▶ _Exercise requirements_:
Would you pull out every line of the material that contains the string "lines"?
---+---
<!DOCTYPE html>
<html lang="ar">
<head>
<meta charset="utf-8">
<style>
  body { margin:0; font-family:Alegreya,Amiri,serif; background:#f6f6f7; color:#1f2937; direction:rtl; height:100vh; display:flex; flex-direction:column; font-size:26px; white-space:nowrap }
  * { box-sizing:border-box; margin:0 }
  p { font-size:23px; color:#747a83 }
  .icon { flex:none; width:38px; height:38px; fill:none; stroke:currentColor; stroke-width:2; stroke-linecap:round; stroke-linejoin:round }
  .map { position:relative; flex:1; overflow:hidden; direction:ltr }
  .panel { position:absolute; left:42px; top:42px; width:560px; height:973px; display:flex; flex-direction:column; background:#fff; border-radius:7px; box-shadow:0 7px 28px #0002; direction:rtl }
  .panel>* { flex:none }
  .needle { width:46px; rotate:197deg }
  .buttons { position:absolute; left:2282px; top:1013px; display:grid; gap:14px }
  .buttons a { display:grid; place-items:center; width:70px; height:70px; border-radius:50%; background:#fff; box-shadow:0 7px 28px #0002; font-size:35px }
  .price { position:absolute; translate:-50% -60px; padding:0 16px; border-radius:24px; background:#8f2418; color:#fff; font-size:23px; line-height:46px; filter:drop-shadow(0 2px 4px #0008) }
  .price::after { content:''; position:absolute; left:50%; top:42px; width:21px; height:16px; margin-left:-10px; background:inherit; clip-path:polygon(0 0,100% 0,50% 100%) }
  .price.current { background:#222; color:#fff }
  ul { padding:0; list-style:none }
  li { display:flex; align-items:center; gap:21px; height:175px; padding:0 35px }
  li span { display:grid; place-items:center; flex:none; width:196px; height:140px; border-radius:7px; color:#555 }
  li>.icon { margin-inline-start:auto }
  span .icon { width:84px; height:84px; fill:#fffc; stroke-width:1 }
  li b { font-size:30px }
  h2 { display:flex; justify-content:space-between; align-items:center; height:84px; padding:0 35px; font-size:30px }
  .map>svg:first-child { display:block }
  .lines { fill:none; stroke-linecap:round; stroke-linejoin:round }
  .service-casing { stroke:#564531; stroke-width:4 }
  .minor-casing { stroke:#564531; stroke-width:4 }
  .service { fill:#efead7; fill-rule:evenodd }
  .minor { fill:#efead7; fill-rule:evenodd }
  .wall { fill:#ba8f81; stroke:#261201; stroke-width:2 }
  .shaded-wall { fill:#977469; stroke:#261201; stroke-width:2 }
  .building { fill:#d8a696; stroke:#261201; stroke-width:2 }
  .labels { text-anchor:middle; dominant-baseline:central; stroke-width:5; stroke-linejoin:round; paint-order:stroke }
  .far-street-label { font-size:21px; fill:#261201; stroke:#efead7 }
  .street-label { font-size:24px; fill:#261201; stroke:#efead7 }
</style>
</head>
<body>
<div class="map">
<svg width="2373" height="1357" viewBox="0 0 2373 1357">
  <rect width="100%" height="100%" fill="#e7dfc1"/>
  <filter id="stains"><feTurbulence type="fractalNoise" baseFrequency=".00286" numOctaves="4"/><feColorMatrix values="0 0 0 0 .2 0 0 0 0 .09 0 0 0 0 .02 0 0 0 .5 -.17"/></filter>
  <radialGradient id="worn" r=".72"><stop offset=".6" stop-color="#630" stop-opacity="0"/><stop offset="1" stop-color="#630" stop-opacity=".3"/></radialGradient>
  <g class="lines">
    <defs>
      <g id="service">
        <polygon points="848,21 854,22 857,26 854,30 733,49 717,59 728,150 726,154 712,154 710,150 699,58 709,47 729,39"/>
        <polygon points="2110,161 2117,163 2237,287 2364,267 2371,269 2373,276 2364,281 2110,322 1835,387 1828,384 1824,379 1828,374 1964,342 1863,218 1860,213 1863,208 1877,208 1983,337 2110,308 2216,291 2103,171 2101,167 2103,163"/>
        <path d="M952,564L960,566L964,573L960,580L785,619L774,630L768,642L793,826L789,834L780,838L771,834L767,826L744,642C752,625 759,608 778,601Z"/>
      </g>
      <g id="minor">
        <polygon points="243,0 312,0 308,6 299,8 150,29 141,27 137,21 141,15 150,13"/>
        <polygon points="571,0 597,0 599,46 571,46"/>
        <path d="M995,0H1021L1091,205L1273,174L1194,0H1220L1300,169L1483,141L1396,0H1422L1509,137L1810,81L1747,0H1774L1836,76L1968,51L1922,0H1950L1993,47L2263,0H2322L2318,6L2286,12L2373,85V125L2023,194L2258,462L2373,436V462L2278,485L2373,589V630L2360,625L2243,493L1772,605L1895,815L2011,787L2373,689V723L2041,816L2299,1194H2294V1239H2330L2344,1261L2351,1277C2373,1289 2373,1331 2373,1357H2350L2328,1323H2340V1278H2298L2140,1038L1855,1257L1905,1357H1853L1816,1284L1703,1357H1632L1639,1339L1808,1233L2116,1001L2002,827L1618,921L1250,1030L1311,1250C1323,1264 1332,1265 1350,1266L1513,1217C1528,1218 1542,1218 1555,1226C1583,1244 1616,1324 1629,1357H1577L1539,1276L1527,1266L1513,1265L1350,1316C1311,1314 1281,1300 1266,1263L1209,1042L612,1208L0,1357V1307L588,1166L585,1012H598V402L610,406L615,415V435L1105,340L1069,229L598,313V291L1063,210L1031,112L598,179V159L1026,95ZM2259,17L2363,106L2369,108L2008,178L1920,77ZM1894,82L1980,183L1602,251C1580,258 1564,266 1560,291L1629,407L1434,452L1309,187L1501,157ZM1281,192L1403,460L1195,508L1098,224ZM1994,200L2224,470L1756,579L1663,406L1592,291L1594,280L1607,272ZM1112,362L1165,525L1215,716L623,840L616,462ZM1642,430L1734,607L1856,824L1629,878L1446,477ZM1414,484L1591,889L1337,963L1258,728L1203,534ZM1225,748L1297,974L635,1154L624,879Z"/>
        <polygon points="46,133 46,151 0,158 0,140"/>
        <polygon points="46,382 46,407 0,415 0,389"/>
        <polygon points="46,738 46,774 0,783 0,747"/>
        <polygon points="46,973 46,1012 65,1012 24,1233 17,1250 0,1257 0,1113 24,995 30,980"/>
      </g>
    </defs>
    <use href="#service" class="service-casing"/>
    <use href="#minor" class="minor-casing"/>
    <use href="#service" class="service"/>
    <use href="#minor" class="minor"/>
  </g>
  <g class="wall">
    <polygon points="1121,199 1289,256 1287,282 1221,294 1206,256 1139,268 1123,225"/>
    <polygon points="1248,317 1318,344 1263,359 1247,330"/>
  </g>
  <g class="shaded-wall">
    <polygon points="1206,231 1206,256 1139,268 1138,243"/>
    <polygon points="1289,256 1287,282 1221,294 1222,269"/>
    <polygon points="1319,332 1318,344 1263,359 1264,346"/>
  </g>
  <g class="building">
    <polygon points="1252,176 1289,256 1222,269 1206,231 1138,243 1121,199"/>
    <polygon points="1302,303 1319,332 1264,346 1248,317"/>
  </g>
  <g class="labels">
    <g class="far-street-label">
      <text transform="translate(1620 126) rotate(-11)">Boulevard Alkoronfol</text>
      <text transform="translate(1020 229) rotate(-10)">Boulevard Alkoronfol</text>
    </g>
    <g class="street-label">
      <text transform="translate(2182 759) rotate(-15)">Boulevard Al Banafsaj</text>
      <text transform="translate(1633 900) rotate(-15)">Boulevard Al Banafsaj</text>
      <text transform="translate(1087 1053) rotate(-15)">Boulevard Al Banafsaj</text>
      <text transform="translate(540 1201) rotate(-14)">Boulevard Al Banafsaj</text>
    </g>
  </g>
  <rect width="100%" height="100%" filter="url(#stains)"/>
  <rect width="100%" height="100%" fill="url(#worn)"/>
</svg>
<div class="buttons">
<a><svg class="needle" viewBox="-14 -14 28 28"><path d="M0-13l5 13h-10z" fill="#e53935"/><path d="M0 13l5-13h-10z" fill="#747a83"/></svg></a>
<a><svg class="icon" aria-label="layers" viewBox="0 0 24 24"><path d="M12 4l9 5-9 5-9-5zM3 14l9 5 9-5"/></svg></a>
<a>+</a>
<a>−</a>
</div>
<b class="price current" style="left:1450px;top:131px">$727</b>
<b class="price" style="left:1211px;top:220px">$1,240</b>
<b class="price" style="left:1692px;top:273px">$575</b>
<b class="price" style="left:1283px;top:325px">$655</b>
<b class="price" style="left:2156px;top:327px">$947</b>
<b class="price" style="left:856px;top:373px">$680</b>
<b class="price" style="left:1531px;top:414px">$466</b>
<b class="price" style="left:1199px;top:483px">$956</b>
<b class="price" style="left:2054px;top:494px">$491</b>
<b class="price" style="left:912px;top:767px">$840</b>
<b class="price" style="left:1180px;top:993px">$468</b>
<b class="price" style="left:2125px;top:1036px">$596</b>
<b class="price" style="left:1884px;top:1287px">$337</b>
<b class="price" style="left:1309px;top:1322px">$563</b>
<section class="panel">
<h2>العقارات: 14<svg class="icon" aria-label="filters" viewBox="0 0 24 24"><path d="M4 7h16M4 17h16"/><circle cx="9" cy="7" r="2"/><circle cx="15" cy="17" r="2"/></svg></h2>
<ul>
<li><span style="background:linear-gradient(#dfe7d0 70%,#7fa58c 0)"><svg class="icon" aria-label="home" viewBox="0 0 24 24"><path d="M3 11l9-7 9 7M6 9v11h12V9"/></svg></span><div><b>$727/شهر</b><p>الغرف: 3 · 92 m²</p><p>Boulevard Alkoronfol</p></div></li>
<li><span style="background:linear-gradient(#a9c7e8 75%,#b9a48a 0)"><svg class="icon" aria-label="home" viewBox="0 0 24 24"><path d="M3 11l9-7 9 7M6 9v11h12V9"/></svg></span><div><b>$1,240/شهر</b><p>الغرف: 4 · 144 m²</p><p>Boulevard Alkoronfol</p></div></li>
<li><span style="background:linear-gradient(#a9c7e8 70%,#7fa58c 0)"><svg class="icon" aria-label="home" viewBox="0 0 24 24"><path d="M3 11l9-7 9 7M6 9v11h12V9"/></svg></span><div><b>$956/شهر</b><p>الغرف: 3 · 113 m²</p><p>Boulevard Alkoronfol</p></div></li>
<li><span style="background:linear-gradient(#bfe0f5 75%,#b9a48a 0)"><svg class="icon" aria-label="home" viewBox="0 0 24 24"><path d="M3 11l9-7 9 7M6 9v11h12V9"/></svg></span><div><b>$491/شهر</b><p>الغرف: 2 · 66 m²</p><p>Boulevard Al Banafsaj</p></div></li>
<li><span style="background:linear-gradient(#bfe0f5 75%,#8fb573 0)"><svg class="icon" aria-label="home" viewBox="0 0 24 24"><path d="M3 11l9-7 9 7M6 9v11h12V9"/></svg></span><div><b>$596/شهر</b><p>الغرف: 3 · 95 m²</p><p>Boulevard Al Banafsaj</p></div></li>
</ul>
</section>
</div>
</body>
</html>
---+---
▶ _Final answer_:
  .lines { fill:none; stroke-linecap:round; stroke-linejoin:round }
  <g class="lines">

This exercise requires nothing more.